__Exercise directions__. Would you please copy each line of the listing that mentions "lines"?

__Data__.

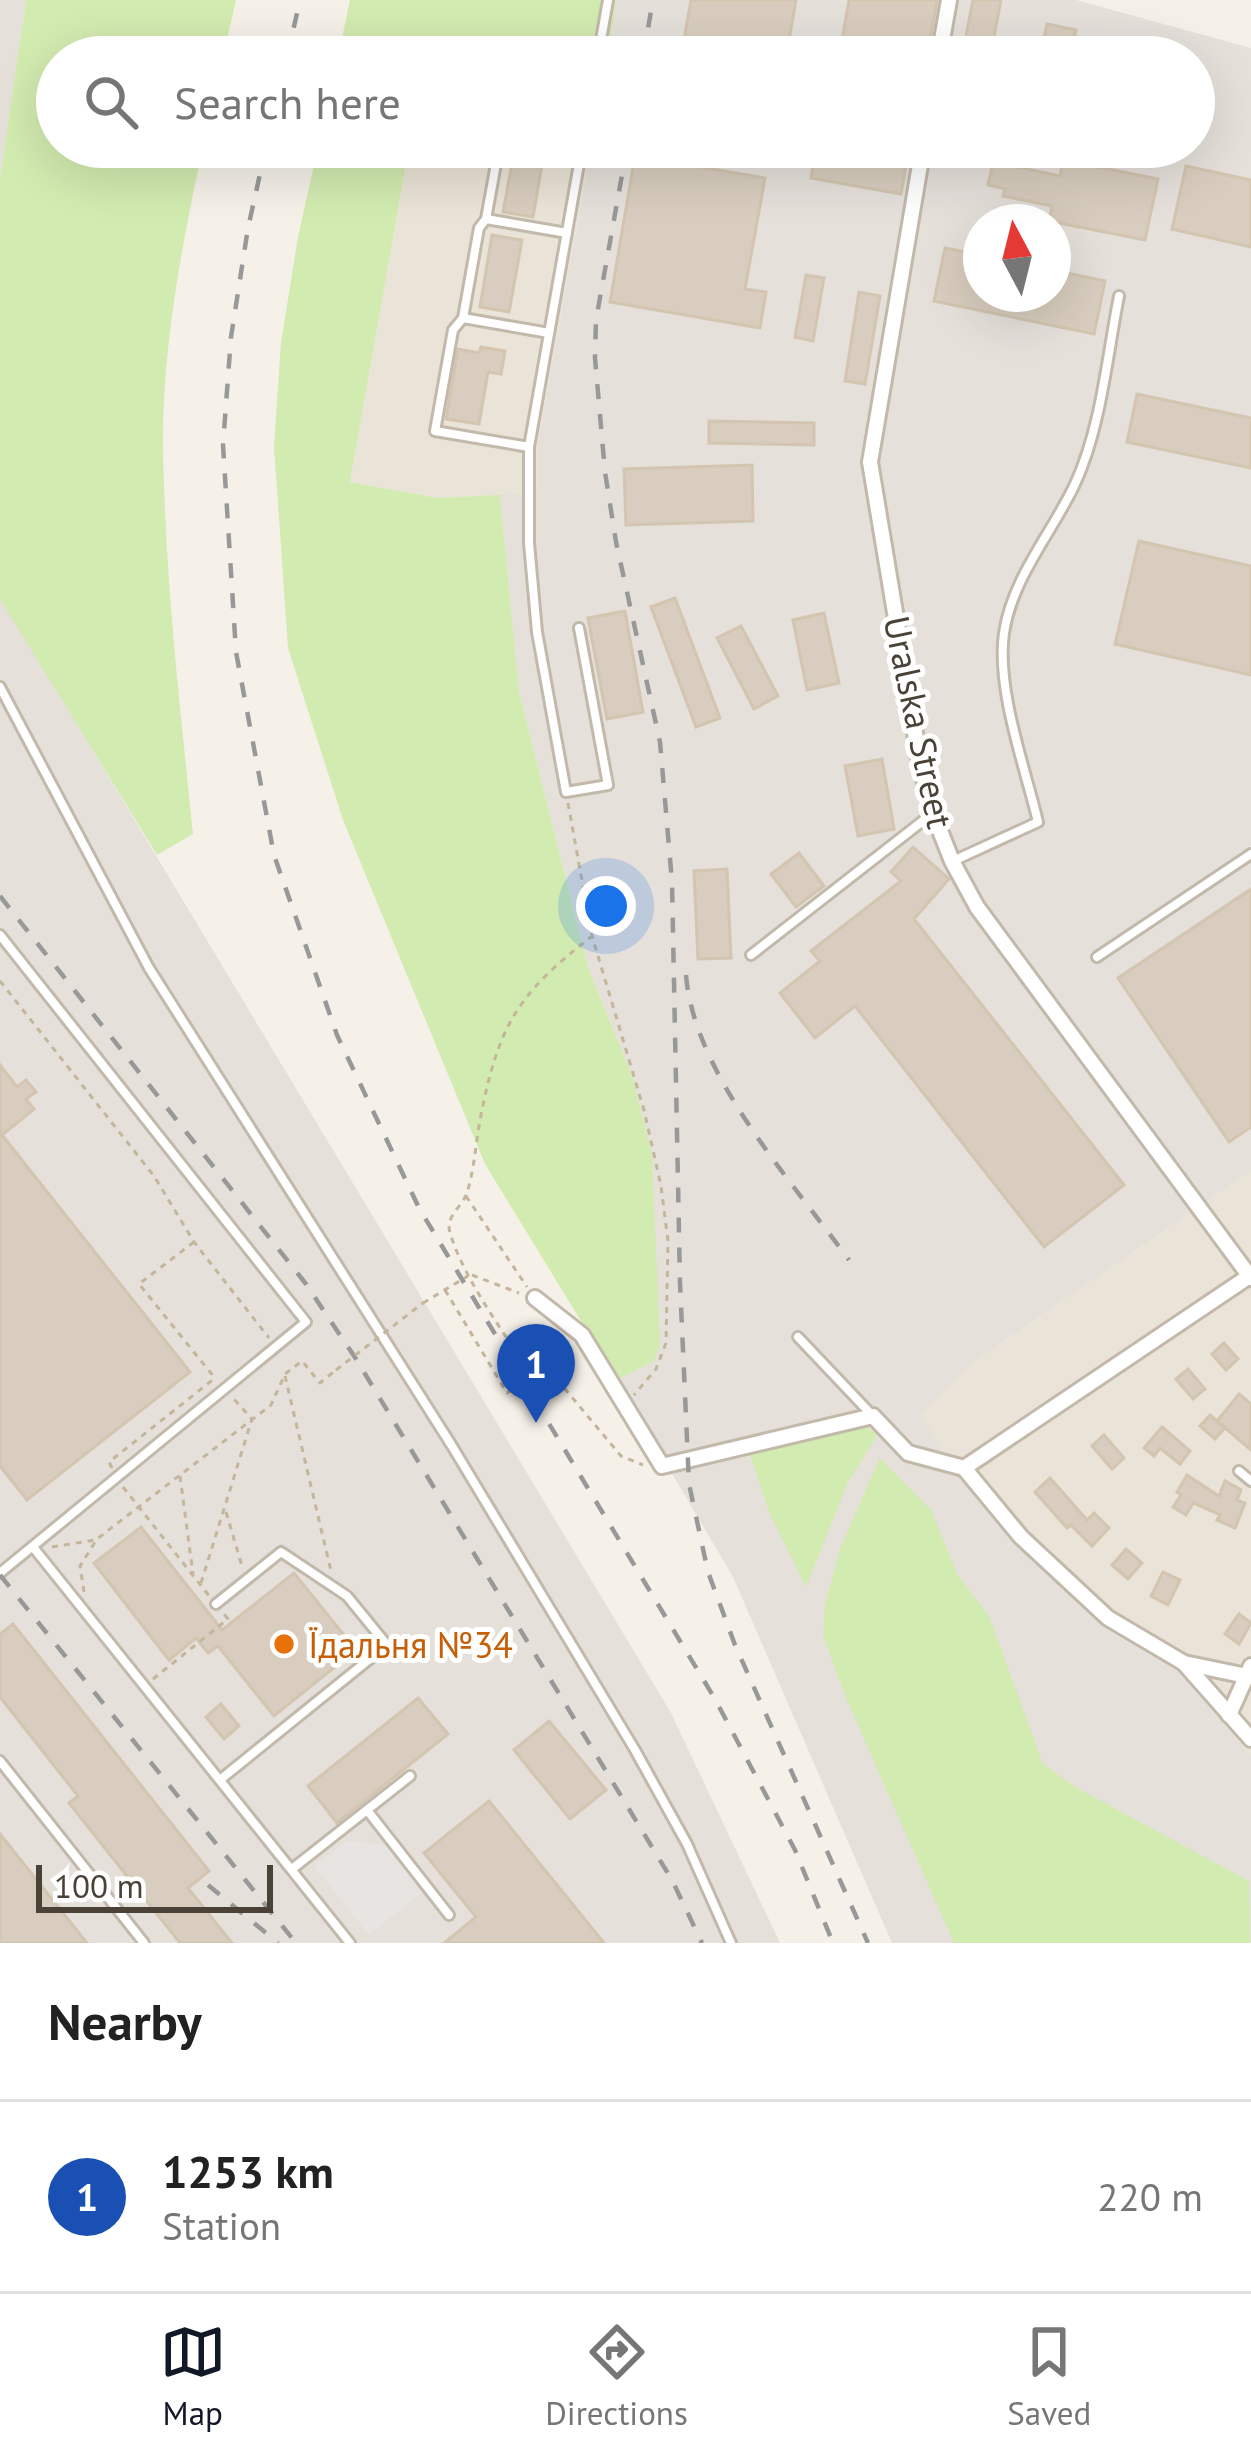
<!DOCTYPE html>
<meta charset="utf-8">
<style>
:root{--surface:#fff;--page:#f2f2f2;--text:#222;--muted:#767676;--line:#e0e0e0;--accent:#111827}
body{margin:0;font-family:"PT Sans",sans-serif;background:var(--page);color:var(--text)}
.compass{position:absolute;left:963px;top:204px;width:108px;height:108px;border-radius:50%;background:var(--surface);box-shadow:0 12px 48px #0002;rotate:353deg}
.scale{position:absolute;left:36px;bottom:30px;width:237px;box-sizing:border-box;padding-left:12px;border:6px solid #4a4237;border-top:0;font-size:33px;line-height:42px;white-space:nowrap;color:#4a4237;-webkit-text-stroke:9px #fff;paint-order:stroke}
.you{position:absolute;left:606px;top:906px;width:42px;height:42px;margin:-30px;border:9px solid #fff;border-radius:50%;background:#1a73e8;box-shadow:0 0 0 18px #1a73e833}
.badge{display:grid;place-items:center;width:78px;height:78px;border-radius:50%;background:var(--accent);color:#fff;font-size:39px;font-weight:700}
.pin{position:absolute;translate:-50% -99px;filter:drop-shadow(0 3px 6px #0008)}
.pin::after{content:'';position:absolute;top:63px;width:42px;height:36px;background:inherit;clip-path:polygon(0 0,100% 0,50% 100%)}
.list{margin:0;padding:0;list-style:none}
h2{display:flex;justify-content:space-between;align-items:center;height:156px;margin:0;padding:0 48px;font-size:51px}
h2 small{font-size:39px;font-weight:400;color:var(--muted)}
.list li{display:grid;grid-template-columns:78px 1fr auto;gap:36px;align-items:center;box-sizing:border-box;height:192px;padding:0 48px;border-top:3px solid var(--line)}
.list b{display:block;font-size:45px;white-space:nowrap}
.list p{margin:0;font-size:39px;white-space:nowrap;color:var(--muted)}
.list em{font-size:39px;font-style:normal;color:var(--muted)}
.icon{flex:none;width:66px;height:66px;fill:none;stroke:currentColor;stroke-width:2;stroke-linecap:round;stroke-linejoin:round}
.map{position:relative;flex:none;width:1251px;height:1943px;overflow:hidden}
.search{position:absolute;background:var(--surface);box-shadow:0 12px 48px #0002;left:36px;right:36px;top:36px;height:132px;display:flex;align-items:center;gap:30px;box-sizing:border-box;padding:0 42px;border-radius:66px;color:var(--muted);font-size:45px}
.sheet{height:348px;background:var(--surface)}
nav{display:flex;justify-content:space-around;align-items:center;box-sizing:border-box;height:168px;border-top:3px solid var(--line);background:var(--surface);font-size:33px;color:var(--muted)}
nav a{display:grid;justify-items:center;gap:6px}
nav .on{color:var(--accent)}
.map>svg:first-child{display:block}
.residential{fill:#eae3d7}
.industrial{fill:#e5e0da;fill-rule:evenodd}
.green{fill:#d2ebb0}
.parking{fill:#e7e4e1}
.building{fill:#d8cdbe;stroke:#d3c5b0;stroke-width:3}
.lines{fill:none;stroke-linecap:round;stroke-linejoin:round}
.lane-casing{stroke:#c2b9ab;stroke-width:14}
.street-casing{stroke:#c2b9ab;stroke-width:20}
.path{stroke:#c4b59b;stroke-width:3;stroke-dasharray:6 6;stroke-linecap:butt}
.lane{stroke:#fff;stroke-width:8}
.street{stroke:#fff;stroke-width:14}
.rail{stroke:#989898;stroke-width:4.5;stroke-dasharray:15 15;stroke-linecap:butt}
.path-bridge{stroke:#c4b59b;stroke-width:3;stroke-dasharray:6 6;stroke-linecap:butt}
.food-dot{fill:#e8710a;stroke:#fff;stroke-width:4.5}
.labels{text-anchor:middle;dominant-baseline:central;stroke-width:10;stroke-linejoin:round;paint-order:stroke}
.street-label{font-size:36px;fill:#4a4237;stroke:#fff}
.food-label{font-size:36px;fill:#c56008;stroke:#fff;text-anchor:start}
</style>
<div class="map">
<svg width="1251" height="1943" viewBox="0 0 1251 1943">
<rect width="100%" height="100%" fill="#f5f1e9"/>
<g class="residential">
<polygon points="409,147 591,147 537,449 537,494 437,498 350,482"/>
<polygon points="1251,1171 1251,1755 1179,1672 1102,1627 1015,1545 950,1464 920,1413 968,1366"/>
</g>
<g class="industrial">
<polygon points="0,0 26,0 0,179"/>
<path d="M617 0H1076L1251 48V1171L968 1366 921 1414 950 1464 1015 1545 1102 1627 1179 1672 1251 1755V1943H892L733 1577 617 1380 654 1361 632 1076 588 967 519 691 500 495 537 493V449L591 147H1194V57H607ZM981 222H1053V294H981Z"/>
<polygon points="0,596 670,1711 780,1943 0,1943"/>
</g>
<g class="green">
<path d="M26 0H236L223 57H57V147H203C182 244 162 348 163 448 165 577 180 706 193 834L157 855 0 599V179Z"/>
<polygon points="350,0 617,0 607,57 338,57"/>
<polygon points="318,147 409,147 350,482 437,498 500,495 519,691 588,967 632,1076 652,1154 660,1344 654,1361 617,1380 485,1164 343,820 288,648 274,446 281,343 298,237"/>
<polygon points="865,1427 878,1434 848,1482 806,1587 769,1512 749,1452"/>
<polygon points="880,1458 931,1510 958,1576 989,1616 1043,1764 1077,1788 1249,1881 1250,1943 954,1943 846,1698 823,1636 825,1605 840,1549"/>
</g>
<polygon class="parking" points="346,1841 388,1845 424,1891 369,1935 314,1866"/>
<g class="building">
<polygon points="691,0 796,0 786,57 681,57"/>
<polygon points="849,0 937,0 927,57 839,57"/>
<polygon points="973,0 1001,0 990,57 962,57"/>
<polygon points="1047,24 1076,30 1070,57 1040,57"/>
<polygon points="515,147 545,147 533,217 503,212"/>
<polygon points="816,147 841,147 907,159 901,194 811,178"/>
<polygon points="635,156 765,178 745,289 766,292 760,328 610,302"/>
<polygon points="1063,160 1158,179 1145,240 1049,221 1052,206 1003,196 1005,189 988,185 993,162 1060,176"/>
<polygon points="1186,166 1251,180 1251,247 1172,229"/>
<polygon points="492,235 522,240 509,312 480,307"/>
<polygon points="945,248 981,255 981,294 1053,294 1053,270 1105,281 1094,334 934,301"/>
<polygon points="806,275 824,278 813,341 795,337"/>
<polygon points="859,292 880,296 865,384 845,381"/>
<polygon points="481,347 505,351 501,374 488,372 479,424 446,419 458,349 479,353"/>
<polygon points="1137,394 1251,418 1251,468 1127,442"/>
<polygon points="709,421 814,423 814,445 709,443"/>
<polygon points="752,465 753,521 626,525 624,469"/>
<polygon points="1139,541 1251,566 1251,675 1115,644"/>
<polygon points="675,598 720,718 696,727 651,607"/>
<polygon points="625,611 643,712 607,719 588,618"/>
<polygon points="824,613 839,683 807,690 793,620"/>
<polygon points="741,626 778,696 754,709 717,638"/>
<polygon points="882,759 894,829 858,836 845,766"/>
<polygon points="913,847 949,879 914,919 1124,1185 1044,1247 855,1006 815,1038 780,993 820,961 811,951 901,881 891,872"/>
<polygon points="799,853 824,886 796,907 771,874"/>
<polygon points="727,869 731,958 698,959 694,871"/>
<polygon points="1251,889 1251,1127 1229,1142 1118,978"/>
<polygon points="0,1065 17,1087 26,1080 36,1092 26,1099 34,1109 2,1135 190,1372 27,1500 0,1466"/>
<polygon points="1224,1343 1238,1359 1226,1370 1212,1354"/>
<polygon points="1188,1369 1205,1389 1193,1399 1176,1379"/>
<polygon points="1239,1394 1251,1404 1251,1450 1217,1421"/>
<polygon points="1210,1415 1225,1428 1215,1439 1200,1426"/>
<polygon points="1162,1427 1190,1451 1180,1464 1160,1448 1154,1456 1144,1448"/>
<polygon points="1104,1435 1124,1458 1112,1469 1092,1446"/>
<polygon points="1187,1475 1219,1496 1225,1481 1241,1490 1237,1500 1245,1503 1235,1528 1217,1520 1220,1515 1193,1503 1186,1515 1173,1507 1181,1495 1177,1492"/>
<polygon points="1050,1478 1087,1520 1094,1513 1109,1528 1092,1546 1071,1525 1067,1528 1035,1492"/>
<polygon points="141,1527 222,1630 294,1573 356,1650 274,1716 218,1646 208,1653 196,1638 169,1660 94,1563"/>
<polygon points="1126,1549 1142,1563 1128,1579 1112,1565"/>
<polygon points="1163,1572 1180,1580 1168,1605 1151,1596"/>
<polygon points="1239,1614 1251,1623 1239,1644 1225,1634"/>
<polygon points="13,1624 209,1871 188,1888 232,1943 180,1943 69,1803 78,1796 0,1697 0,1634"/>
<polygon points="418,1698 448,1734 337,1823 308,1786"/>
<polygon points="221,1704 239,1726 224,1739 206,1717"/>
<polygon points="549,1721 606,1790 570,1819 514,1750"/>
<polygon points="489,1801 604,1943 444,1943 476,1917 424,1853"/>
<polygon points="0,1834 87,1943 0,1943"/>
</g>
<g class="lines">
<g class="lane-casing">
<g id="lane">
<polyline points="598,57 608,0"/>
<polyline points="499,147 486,219 479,228 463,318 453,330 435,431 529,447"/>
<polyline points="486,219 567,233"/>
<polyline points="463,318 549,333"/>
<polyline points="579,628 608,785 566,792 537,632 529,543 529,447 582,147"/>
<polyline points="0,687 149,968 452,1446 635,1750 687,1844 731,1943"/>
<path d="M953 861 1038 822C1025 767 996 689 1004 633 1012 578 1052 533 1075 484 1101 428 1107 357 1119 296"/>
<polyline points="0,935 306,1322 0,1573"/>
<polyline points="751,955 933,813"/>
<polyline points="1097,957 1251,854"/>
<polyline points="798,1337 871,1414"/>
<polyline points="1239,1471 1251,1481"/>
<polyline points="33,1547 350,1943"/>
<polyline points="216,1604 281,1552 347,1596 387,1645 221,1779"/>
<polyline points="0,1761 144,1943"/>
<polyline points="367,1810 449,1915"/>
<polyline points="292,1869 410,1776"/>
</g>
</g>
<g class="street-casing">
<g id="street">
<polyline points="939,57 949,0"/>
<polyline points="923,147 870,462 920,763 933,813 952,861 977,907 1251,1278"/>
<polyline points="535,1298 582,1335 662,1466 873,1416 908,1453 964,1468"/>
<polyline points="964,1468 1021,1537 1108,1618 1184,1663 1251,1677"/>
<polyline points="964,1468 1251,1275"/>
<polyline points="1184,1663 1251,1739"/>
<polyline points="1229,1715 1251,1666"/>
</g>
</g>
<g class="path">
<polyline points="568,803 592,936 644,1110 661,1186 668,1241 666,1343 656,1369 634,1395"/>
<polyline points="0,981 154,1176 194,1242 269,1338"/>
<polyline points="466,1196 527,1287"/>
<polyline points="194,1242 139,1284 214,1377"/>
<polyline points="472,1275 519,1293"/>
<polyline points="445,1290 507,1393 542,1371 550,1371 621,1456 643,1465"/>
<polyline points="423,1303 468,1276"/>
<polyline points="285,1376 331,1571"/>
<path d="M532 1378C505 1332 466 1284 450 1233 445 1216 462 1207 467 1193 474 1170 476 1143 480 1120 498 1027 516 995 591 937"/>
<polyline points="112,1468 109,1462 215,1378"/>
<polyline points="180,1476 193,1574"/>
<polyline points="123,1487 210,1597"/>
<polyline points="226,1512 242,1566"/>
<polyline points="52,1547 95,1540"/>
<polyline points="201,1583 252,1419 233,1398"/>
<polyline points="84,1592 80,1566 97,1539 271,1405 285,1374 302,1361 320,1383 336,1370"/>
<polyline points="153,1679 228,1619 224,1614"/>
</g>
<use href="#lane" class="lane"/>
<use href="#street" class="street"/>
<g class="rail">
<polyline points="287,57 300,0"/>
<polyline points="643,57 653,0"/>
<polyline points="266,147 248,228 231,337 223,445 236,652 274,855 337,1035 419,1208 715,1699 795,1850 833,1943"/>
<polyline points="627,147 596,320 595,358 605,472 616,542 660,742 672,882 680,1283 689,1484 708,1572 735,1645 868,1943"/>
<polyline points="0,896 306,1284 356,1359 672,1880 702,1943"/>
<path d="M686 975C694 1074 791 1180 849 1260"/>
<polyline points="0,1575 296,1943"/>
<polyline points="208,1885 278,1943"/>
</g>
<polyline class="path-bridge" points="336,1370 423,1303"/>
</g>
<circle class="food-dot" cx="284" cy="1644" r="12"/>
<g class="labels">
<g class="street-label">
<text transform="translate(919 722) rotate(78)">Uralska Street</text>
</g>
<g class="food-label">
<text x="308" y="1644">Їдальня №34</text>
</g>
</g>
</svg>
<svg class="compass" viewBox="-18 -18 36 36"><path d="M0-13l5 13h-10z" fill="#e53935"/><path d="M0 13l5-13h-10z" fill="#767676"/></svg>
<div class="scale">100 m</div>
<div class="you"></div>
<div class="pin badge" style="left:536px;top:1423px;background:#1a4fb4">1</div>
<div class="search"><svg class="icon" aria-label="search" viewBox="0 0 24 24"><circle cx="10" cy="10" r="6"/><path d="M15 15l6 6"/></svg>Search here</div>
</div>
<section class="sheet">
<h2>Nearby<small></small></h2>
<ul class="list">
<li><span class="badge" style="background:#1a4fb4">1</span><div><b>1253 km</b><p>Station</p></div><em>220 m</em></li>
</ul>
</section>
<nav>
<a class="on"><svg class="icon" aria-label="map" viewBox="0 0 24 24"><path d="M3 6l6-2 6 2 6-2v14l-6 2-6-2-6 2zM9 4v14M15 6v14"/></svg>Map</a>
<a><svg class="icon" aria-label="directions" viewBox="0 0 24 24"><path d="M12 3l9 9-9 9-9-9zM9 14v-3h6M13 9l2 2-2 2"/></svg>Directions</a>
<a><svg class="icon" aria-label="saved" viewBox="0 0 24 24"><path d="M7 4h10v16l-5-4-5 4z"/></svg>Saved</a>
</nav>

__Written response__.
.lines{fill:none;stroke-linecap:round;stroke-linejoin:round}
<g class="lines">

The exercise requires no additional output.